Para muitos, a simbologia da Páscoa apenas tem seu efeito na semana santa, porém, o recado dado não pode apenas limitar-se a isto. Em tempos de analogias aplicadas, nada mais justo do que a “internacionalização” deste simbolismo, e principalmente, vai muito além de significados limitados. A lição passada por toda Sua Via Crucis até a ressureição, nos leva a crer que o sinal dado deveria ser de pessoas que tem fé e que todo o amor do mundo foi exemplificado para pagar nossos pecados e perdoar.

Nos momentos atuais, doravante, com seus respectivos valores e separações que possam beirar a blasfêmia, vemos a vida imitando o divino; apresentando-nos a caótica prisão sem grade de nós mesmos, onde muitos vivem sua própria “via sacra”, sua dor interior, julgamentos e punições, desde os sobrenaturais até os carnais. E nessa vida de apontamentos e dores, aceitar seu destino pode ser doloroso, mas que nos deixa a seguinte indagação: como renascer em nós mesmos?

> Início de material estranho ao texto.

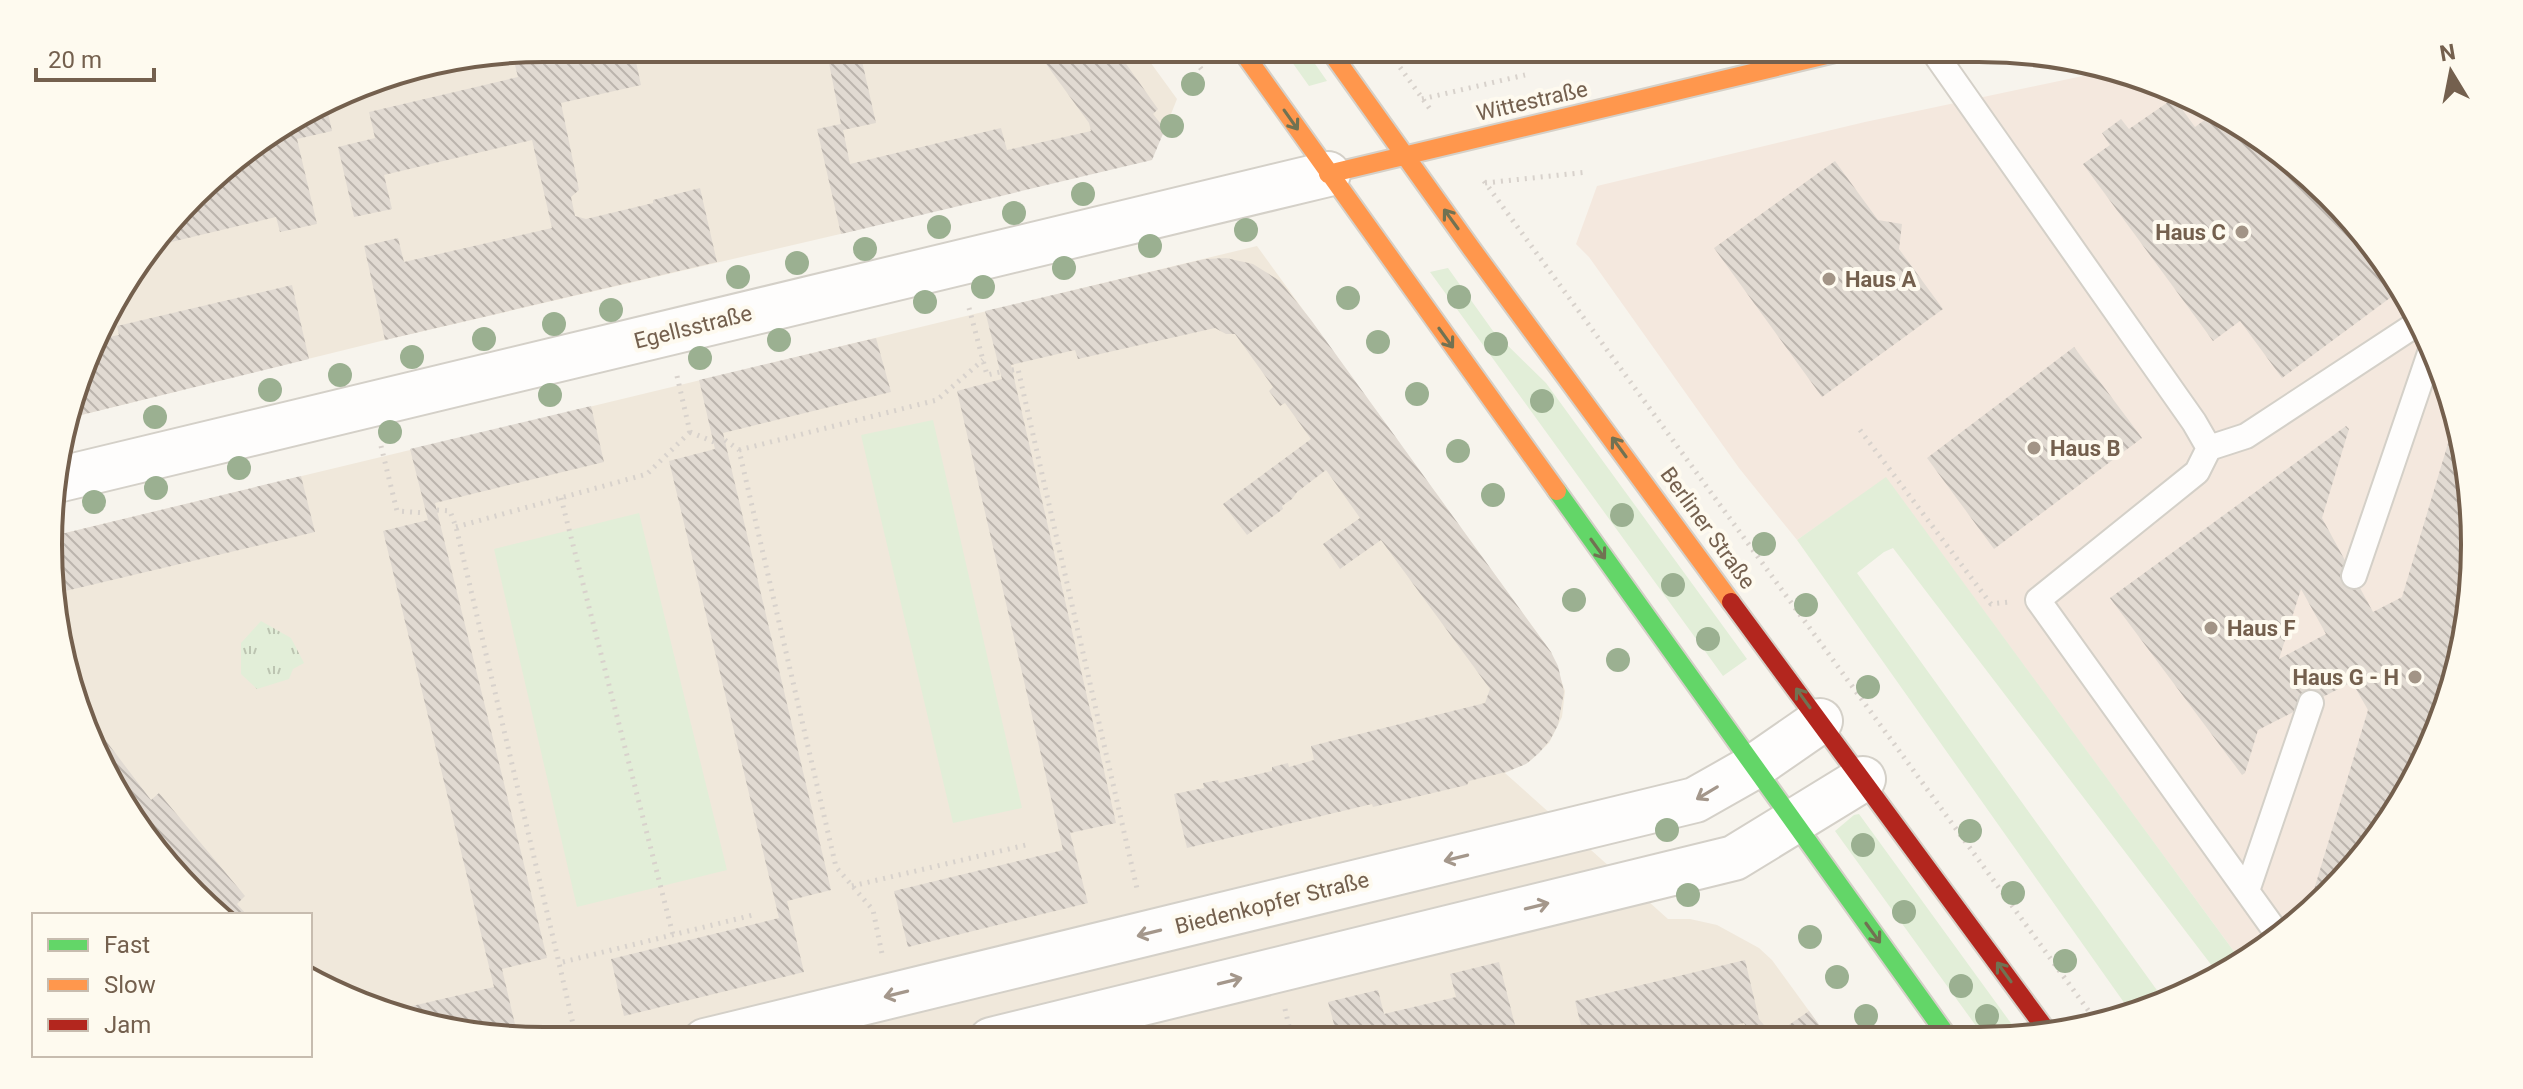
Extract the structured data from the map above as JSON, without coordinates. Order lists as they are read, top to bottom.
{
  "streets": {
    "main road": ["Wittestraße", "Berliner Straße"],
    "street": ["Egellsstraße", "Biedenkopfer Straße"]
  },
  "crossings": [
    ["Wittestraße", "Egellsstraße"],
    ["Wittestraße", "Berliner Straße"],
    ["Berliner Straße", "Biedenkopfer Straße"]
  ],
  "places": [
    "Haus C",
    "Haus A",
    "Haus B",
    "Haus F",
    "Haus G - H"
  ],
  "legend": ["Fast", "Slow", "Jam"],
  "scale_bar": "20 m",
  "north": "top"
}
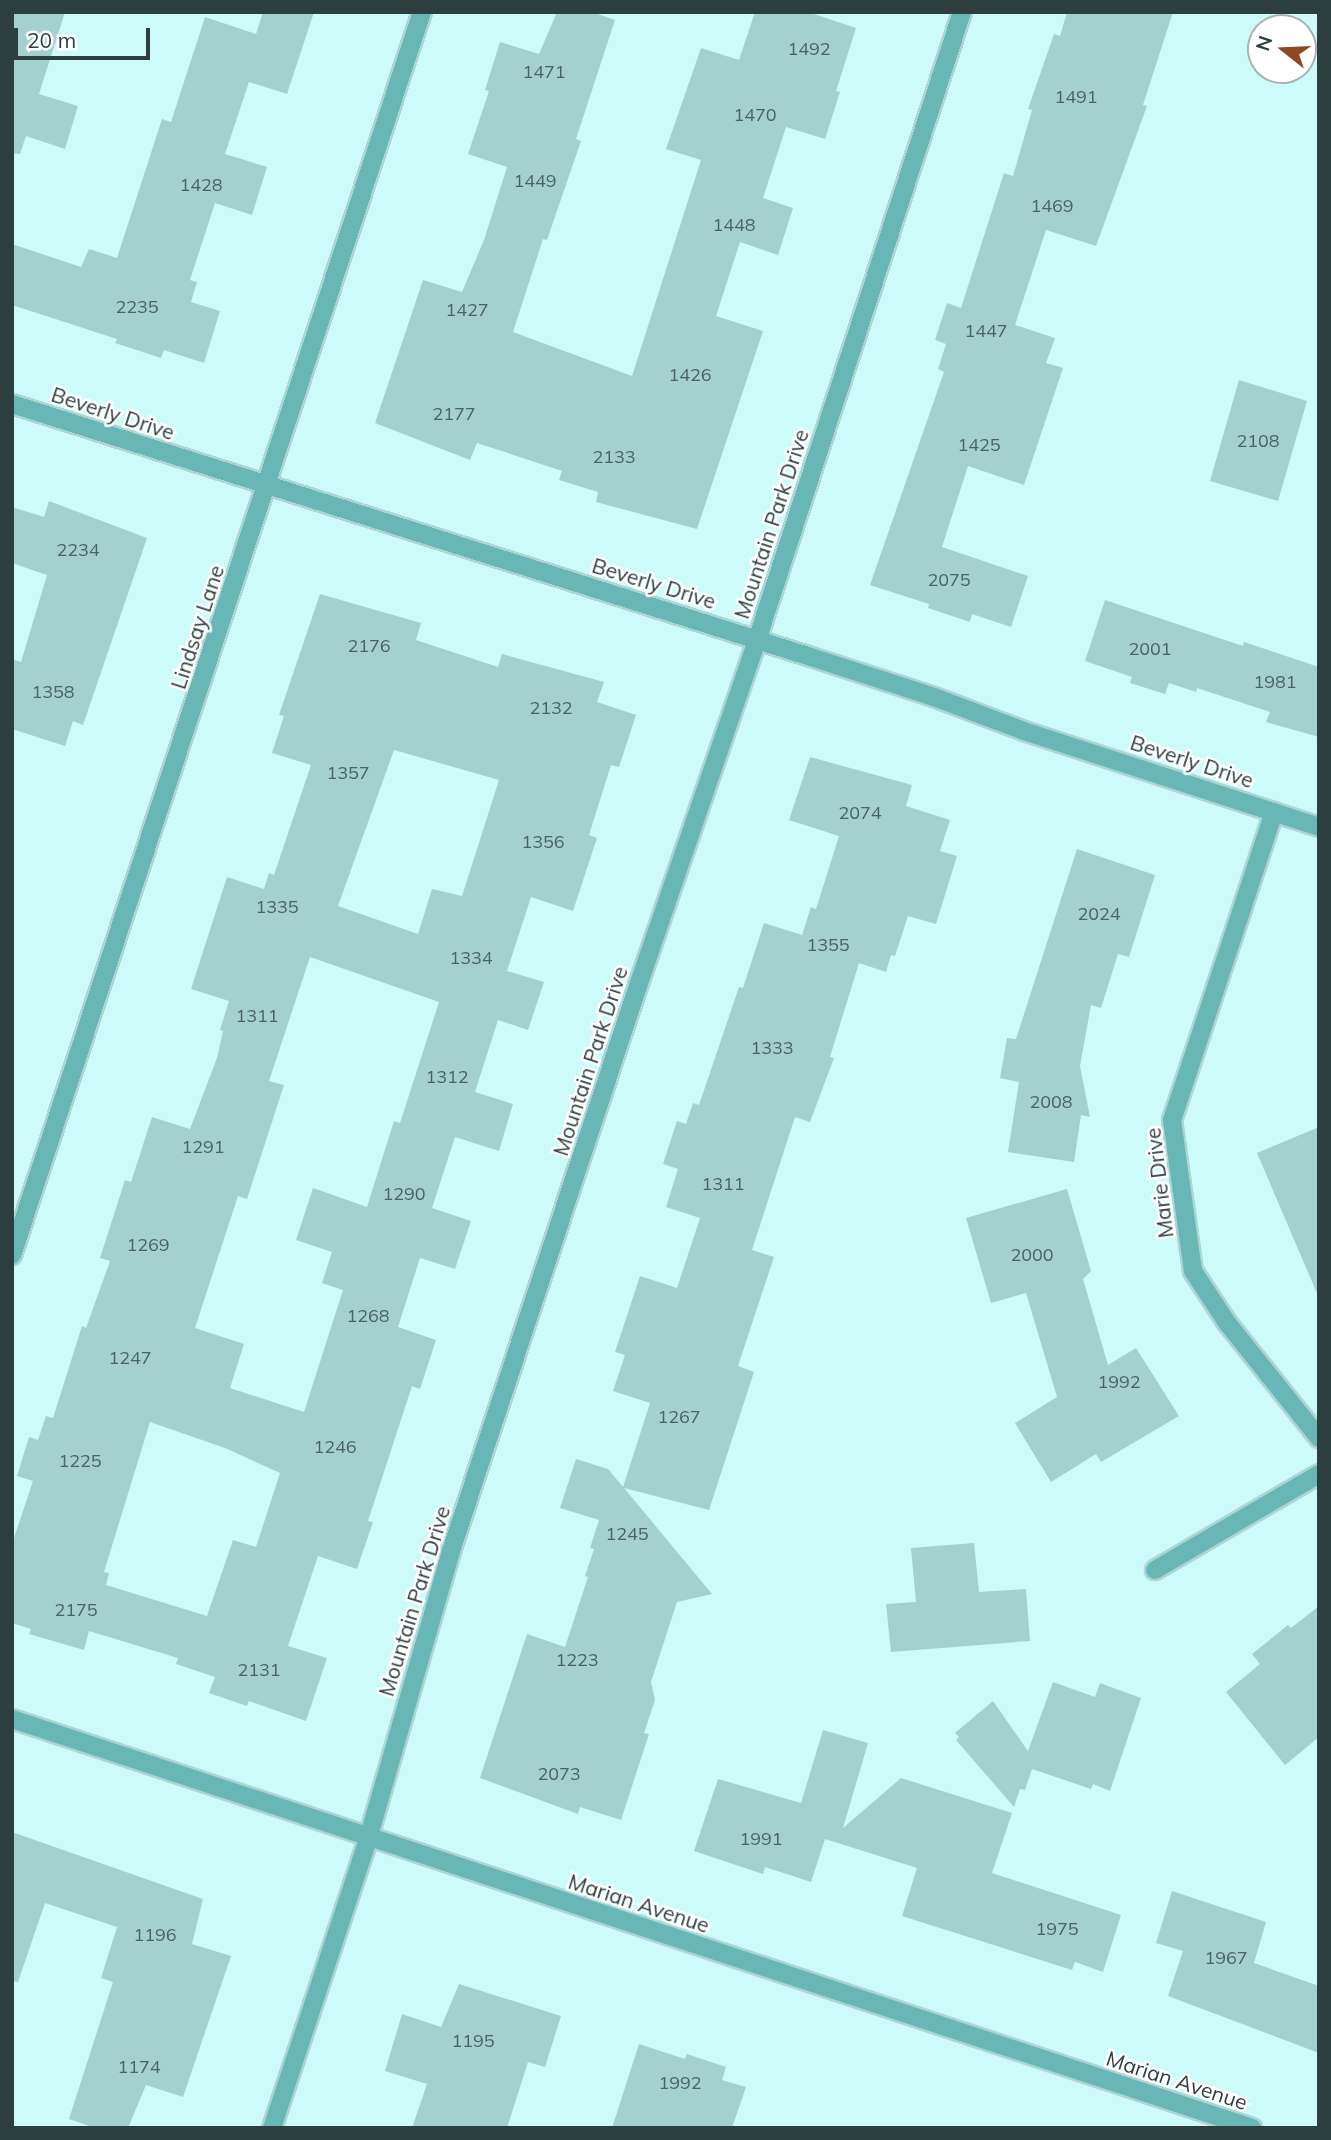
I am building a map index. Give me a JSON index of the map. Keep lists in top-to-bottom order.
{
  "streets": {
    "street": [
      "Beverly Drive",
      "Mountain Park Drive",
      "Lindsay Lane",
      "Marie Drive",
      "Marian Avenue"
    ]
  },
  "crossings": [
    ["Beverly Drive", "Mountain Park Drive"],
    ["Beverly Drive", "Lindsay Lane"],
    ["Beverly Drive", "Marie Drive"],
    ["Mountain Park Drive", "Marian Avenue"]
  ],
  "house_numbers": [
    "1492",
    "1471",
    "1491",
    "1470",
    "1449",
    "1428",
    "1469",
    "1448",
    "2235",
    "1427",
    "1447",
    "1426",
    "2177",
    "2108",
    "1425",
    "2133",
    "2234",
    "2075",
    "2176",
    "2001",
    "1981",
    "1358",
    "2132",
    "1357",
    "2074",
    "1356",
    "1335",
    "2024",
    "1355",
    "1334",
    "1311",
    "1333",
    "1312",
    "2008",
    "1291",
    "1311",
    "1290",
    "1269",
    "2000",
    "1268",
    "1247",
    "1992",
    "1267",
    "1246",
    "1225",
    "1245",
    "2175",
    "1223",
    "2131",
    "2073",
    "1991",
    "1975",
    "1196",
    "1967",
    "1195",
    "1174",
    "1992"
  ],
  "scale_bar": "20 m",
  "north": "left"
}
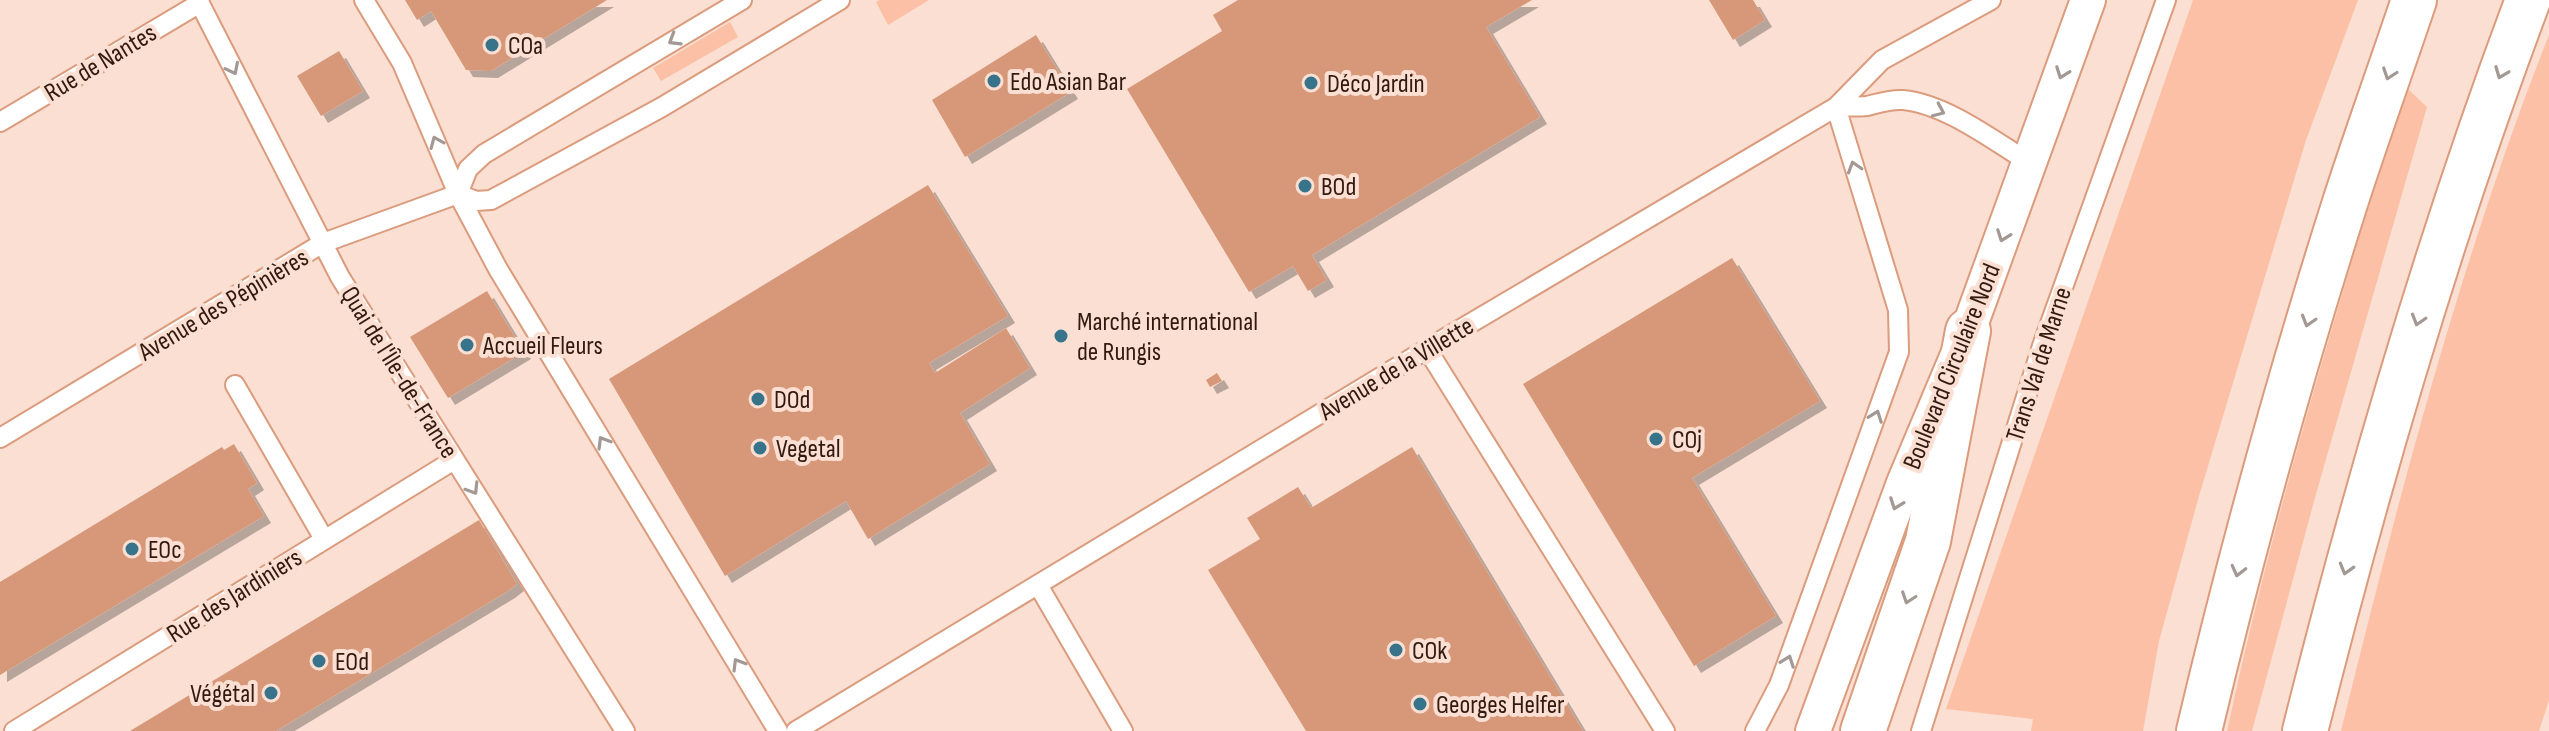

A Páscoa celebra a ressurreição de Jesus Cristo. Depois de morrer na cruz, seu corpo foi colocado em um sepulcro, onde ali permaneceu por três dias, até sua ressurreição. É o dia santo mais importante da religião cristã. Muitos costumes ligados ao período pascal originam-se dos festivais pagãos da primavera. Outros vêm da celebração do Pessach, ou Passover, a Páscoa judaica, que é uma das mais importantes festas do calendário judaico, celebrada por 8 dias e onde é comemorado o êxodo dos israelitas do Egito, da escravidão para a liberdade. Um ritual de passagem, assim como a “passagem” de Cristo, da morte para a vida.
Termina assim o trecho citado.